→ Provided data:

-----

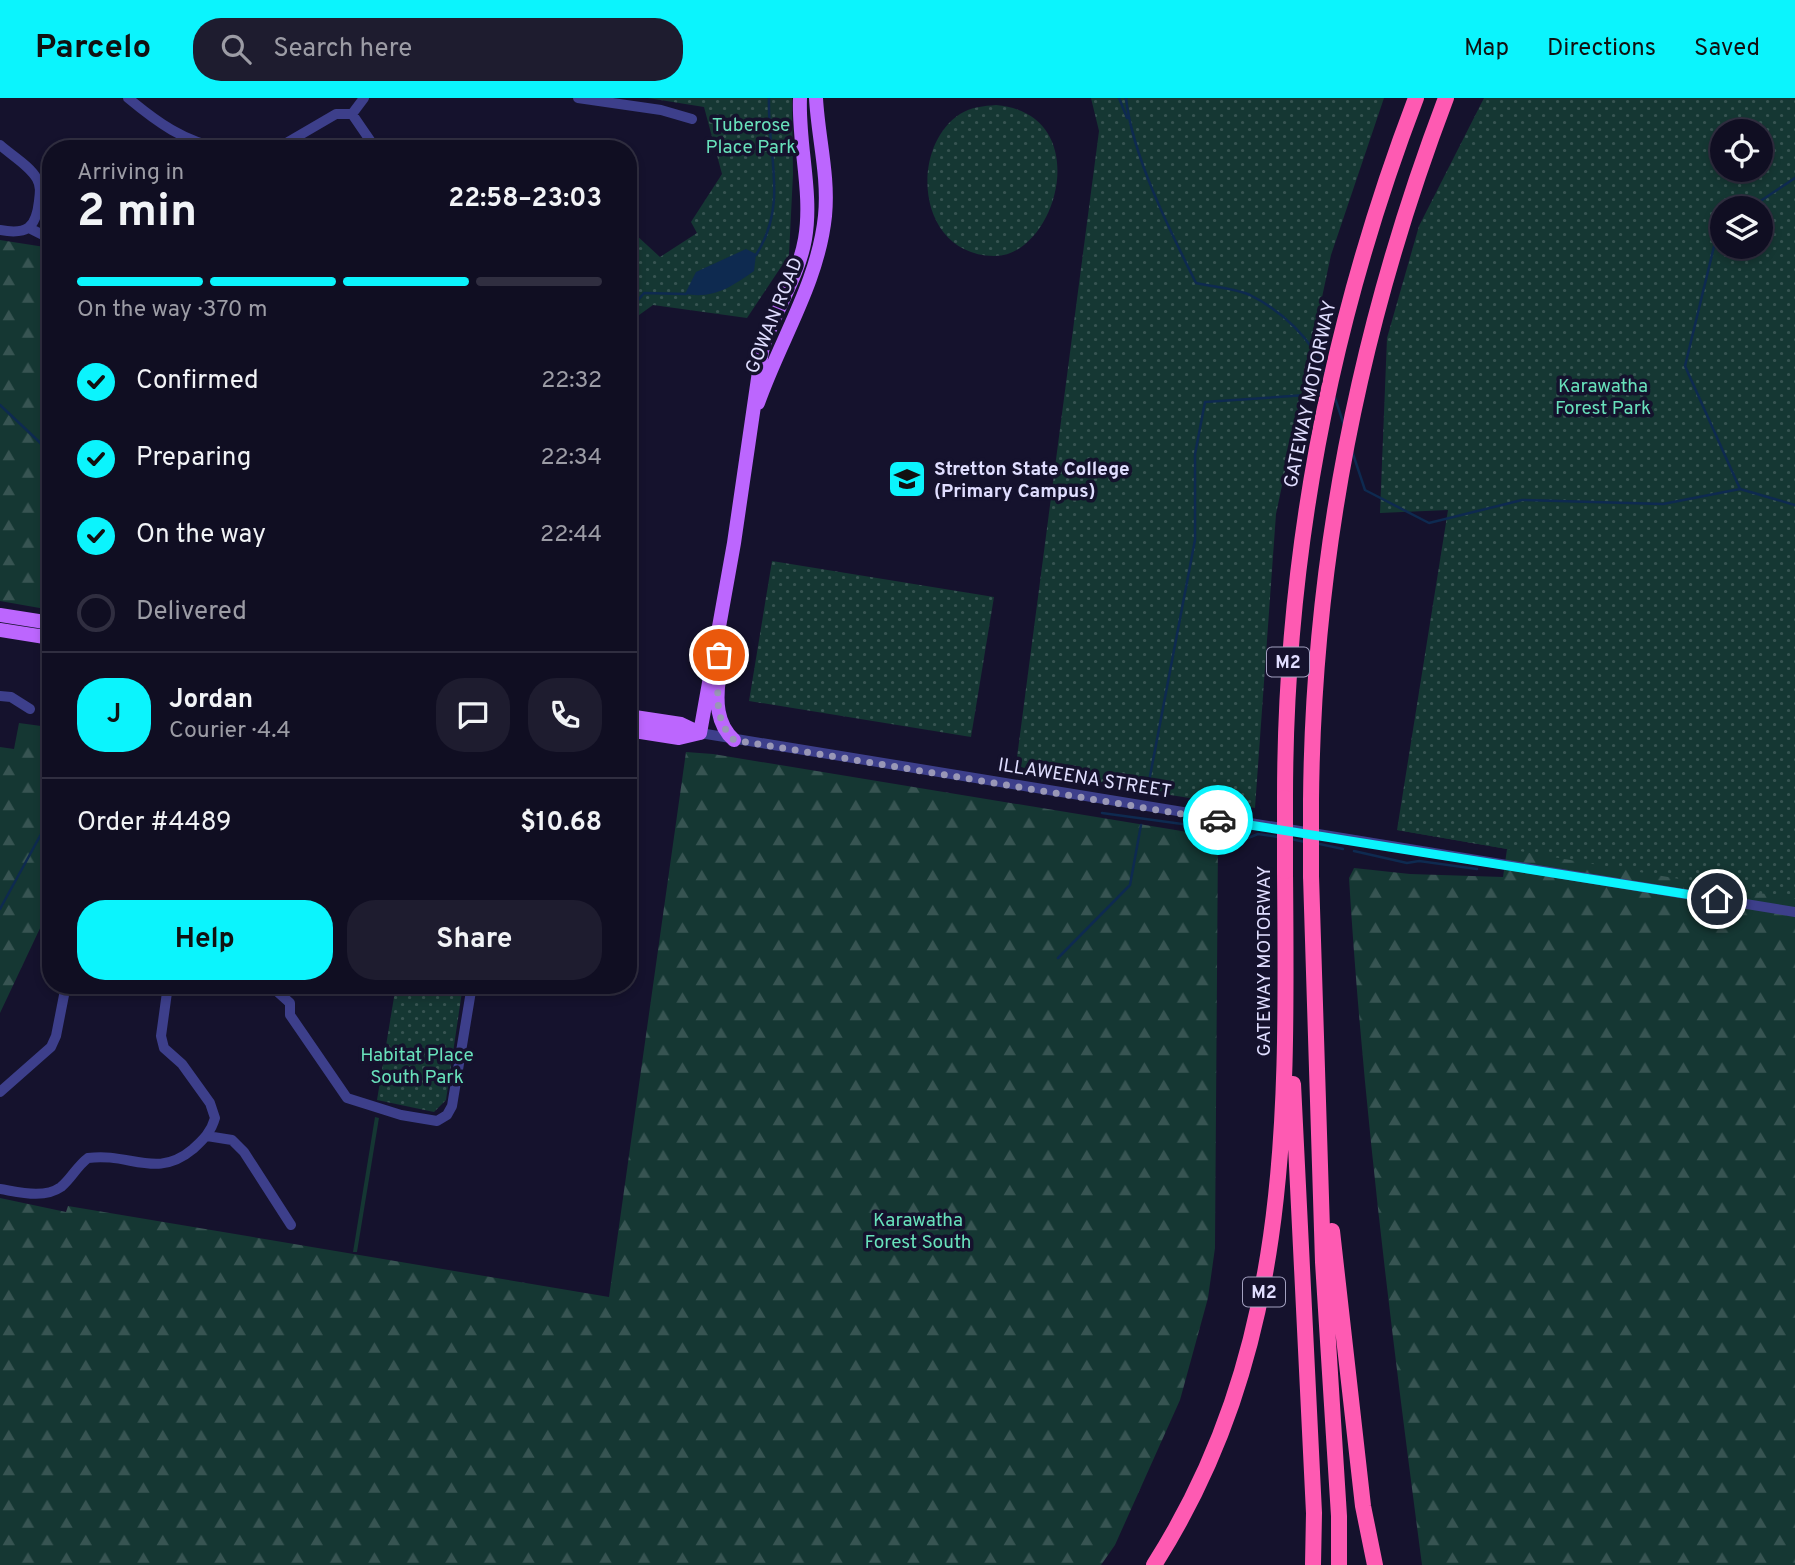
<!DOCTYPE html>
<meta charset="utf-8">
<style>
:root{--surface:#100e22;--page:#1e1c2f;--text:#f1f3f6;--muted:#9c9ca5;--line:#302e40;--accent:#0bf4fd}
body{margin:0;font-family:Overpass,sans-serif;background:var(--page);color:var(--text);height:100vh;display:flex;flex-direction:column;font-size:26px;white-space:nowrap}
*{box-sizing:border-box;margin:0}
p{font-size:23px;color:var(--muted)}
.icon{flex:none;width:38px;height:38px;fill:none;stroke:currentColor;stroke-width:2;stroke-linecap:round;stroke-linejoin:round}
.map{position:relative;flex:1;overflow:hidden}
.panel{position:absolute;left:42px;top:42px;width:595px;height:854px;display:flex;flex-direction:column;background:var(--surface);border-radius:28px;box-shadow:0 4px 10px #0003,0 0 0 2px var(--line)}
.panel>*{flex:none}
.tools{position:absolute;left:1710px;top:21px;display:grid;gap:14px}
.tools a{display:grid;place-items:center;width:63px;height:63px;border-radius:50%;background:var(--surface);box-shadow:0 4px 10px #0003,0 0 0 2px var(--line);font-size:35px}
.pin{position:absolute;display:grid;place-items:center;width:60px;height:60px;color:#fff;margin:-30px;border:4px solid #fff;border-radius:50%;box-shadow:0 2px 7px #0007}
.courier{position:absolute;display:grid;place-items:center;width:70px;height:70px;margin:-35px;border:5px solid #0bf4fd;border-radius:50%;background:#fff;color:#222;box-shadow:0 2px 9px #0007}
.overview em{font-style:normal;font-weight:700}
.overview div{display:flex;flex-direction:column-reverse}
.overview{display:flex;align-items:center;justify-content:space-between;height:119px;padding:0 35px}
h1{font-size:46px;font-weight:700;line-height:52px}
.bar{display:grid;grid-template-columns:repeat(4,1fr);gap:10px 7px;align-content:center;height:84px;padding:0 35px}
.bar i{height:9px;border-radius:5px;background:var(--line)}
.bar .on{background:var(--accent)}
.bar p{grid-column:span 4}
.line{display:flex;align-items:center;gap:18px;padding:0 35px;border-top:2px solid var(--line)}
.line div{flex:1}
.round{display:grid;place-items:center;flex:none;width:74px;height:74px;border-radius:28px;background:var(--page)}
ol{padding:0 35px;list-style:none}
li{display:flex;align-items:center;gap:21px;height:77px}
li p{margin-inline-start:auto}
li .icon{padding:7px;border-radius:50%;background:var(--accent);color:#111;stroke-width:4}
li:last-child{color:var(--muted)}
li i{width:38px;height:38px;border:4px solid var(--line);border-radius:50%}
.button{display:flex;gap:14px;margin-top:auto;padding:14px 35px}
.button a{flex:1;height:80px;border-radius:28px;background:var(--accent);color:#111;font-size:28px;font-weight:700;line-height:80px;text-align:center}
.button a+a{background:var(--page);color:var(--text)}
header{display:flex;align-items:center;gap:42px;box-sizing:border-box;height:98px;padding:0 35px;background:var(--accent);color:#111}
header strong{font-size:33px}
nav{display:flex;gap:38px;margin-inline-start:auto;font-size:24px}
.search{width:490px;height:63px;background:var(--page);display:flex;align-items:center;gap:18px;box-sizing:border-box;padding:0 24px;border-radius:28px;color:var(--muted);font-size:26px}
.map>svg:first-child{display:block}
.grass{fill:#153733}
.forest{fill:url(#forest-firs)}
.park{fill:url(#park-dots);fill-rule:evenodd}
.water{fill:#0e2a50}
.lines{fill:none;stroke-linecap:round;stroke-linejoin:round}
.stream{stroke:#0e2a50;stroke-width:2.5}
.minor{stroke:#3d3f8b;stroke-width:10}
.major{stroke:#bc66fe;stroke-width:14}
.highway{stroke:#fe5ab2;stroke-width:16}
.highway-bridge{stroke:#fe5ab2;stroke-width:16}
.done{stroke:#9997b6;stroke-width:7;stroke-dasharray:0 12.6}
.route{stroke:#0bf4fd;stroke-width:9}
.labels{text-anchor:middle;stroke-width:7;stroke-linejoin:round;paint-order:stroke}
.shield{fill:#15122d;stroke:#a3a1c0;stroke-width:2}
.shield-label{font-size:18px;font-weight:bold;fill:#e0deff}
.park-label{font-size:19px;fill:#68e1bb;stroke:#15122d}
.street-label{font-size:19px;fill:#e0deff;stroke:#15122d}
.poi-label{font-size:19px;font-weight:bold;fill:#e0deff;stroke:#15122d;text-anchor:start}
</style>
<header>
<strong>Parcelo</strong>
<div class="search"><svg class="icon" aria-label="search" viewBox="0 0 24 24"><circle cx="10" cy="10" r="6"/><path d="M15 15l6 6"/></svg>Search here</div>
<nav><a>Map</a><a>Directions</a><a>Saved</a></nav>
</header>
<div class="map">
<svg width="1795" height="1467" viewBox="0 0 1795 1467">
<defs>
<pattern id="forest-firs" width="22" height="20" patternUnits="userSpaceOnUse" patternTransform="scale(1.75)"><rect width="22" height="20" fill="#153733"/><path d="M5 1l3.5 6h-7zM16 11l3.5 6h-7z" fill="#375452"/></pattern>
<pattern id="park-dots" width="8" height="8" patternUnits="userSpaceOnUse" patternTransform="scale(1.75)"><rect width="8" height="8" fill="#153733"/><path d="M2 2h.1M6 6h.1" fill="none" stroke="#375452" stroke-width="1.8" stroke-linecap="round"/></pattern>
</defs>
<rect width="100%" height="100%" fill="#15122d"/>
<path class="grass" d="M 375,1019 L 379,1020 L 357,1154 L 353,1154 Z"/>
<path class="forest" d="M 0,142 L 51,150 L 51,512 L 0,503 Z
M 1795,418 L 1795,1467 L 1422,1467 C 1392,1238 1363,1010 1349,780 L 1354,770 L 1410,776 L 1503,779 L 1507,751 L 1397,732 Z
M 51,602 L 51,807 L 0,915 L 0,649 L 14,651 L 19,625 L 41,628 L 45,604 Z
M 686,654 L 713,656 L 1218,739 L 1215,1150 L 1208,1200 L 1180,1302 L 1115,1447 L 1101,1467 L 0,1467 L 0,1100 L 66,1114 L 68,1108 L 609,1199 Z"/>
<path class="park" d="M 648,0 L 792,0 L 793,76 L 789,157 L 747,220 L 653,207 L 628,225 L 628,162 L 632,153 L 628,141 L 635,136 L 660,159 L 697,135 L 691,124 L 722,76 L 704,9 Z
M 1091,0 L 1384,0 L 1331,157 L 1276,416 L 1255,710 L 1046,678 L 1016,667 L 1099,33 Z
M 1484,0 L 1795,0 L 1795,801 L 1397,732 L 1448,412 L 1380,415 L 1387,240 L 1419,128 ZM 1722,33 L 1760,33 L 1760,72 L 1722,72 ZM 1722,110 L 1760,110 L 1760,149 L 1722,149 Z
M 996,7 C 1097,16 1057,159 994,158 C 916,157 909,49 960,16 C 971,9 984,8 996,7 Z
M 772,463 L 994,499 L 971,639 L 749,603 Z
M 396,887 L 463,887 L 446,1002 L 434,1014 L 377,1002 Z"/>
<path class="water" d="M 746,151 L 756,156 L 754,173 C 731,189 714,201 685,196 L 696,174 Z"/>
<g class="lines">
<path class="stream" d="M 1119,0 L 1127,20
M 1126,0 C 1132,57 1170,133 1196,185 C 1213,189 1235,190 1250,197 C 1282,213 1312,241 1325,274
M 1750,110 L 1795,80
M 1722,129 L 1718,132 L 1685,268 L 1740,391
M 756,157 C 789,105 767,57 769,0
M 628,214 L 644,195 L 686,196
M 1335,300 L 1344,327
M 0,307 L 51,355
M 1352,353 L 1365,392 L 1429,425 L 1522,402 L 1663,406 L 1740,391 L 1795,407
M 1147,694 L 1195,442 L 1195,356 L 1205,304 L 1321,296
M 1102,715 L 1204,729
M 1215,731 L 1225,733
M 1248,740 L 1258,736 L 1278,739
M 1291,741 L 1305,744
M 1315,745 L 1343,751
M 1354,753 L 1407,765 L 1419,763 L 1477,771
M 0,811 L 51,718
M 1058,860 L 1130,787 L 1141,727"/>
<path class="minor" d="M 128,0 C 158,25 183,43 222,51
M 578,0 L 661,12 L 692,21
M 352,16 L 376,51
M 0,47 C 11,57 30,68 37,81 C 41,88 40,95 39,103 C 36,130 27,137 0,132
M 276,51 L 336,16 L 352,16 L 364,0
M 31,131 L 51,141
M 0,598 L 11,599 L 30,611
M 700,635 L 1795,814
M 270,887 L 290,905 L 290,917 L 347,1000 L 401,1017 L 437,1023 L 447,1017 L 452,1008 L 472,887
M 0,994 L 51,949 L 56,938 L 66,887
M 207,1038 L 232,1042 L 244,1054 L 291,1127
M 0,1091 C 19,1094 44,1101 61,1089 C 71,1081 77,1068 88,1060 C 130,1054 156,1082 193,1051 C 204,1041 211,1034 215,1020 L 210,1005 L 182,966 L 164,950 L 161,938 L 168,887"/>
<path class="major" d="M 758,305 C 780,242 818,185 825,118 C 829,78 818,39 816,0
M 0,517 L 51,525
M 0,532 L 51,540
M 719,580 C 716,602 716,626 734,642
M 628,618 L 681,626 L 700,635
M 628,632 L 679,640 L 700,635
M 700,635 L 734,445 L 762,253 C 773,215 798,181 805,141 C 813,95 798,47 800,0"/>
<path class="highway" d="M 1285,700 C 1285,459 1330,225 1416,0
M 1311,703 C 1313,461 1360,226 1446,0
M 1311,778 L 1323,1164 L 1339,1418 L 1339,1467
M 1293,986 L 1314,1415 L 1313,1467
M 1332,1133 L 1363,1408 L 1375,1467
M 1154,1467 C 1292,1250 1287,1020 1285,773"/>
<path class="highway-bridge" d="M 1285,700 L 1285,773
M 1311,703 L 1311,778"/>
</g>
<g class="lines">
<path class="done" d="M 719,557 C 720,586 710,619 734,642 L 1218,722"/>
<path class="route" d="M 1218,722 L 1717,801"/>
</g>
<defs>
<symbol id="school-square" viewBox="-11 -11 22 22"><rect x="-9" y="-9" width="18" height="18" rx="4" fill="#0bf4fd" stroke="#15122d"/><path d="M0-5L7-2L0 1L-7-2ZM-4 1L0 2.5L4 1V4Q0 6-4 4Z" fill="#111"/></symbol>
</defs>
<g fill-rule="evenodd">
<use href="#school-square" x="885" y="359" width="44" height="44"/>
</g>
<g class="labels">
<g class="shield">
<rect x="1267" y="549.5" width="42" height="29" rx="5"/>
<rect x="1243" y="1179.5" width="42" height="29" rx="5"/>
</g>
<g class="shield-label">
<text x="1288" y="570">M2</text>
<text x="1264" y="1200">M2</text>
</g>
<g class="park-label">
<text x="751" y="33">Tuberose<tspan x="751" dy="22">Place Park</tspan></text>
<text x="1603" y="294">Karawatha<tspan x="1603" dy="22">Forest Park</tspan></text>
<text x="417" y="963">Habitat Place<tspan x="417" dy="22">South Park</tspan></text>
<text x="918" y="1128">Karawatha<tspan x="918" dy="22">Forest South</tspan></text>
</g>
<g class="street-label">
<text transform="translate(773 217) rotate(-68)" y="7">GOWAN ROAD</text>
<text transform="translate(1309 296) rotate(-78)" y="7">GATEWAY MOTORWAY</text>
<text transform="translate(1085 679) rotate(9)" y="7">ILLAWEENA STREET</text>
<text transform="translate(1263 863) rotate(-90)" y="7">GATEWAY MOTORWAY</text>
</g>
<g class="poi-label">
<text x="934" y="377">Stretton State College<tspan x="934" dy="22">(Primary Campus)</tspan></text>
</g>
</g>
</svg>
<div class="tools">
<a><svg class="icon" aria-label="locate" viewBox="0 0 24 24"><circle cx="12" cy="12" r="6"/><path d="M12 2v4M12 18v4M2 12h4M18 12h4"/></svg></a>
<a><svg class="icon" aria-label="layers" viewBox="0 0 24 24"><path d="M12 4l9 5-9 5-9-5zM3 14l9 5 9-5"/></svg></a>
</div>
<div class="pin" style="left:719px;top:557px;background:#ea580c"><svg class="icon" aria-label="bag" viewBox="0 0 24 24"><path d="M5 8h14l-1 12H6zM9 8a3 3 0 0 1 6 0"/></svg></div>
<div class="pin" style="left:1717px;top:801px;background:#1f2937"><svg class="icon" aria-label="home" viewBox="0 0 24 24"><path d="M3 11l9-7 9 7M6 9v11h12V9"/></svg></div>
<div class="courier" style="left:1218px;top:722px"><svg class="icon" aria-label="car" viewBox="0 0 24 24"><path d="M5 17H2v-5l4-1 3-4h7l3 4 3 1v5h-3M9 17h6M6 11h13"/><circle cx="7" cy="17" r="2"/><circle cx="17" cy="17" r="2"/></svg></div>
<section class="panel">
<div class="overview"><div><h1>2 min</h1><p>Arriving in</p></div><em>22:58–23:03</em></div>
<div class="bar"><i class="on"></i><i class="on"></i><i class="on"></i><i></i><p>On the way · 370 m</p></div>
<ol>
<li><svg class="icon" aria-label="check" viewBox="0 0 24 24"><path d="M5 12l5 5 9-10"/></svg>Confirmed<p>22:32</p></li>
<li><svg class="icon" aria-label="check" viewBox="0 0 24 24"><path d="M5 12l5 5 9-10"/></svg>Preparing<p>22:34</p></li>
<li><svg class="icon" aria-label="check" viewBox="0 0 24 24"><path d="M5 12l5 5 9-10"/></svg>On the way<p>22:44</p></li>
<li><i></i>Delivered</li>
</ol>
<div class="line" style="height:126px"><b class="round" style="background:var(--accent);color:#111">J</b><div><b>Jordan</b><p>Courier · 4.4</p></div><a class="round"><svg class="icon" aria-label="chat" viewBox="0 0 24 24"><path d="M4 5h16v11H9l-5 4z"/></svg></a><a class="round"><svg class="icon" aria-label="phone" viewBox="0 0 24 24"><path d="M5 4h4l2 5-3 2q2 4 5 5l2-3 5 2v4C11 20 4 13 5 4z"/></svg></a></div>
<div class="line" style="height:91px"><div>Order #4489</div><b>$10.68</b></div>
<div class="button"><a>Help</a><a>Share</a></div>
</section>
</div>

-----

→ Assigned task: Search the material for the word "surface" and copy each line where it occurs.

→ Solution for this exercise:
:root{--surface:#100e22;--page:#1e1c2f;--text:#f1f3f6;--muted:#9c9ca5;--line:#302e40;--accent:#0bf4fd}
.panel{position:absolute;left:42px;top:42px;width:595px;height:854px;display:flex;flex-direction:column;background:var(--surface);border-radius:28px;box-shadow:0 4px 10px #0003,0 0 0 2px var(--line)}
.tools a{display:grid;place-items:center;width:63px;height:63px;border-radius:50%;background:var(--surface);box-shadow:0 4px 10px #0003,0 0 0 2px var(--line);font-size:35px}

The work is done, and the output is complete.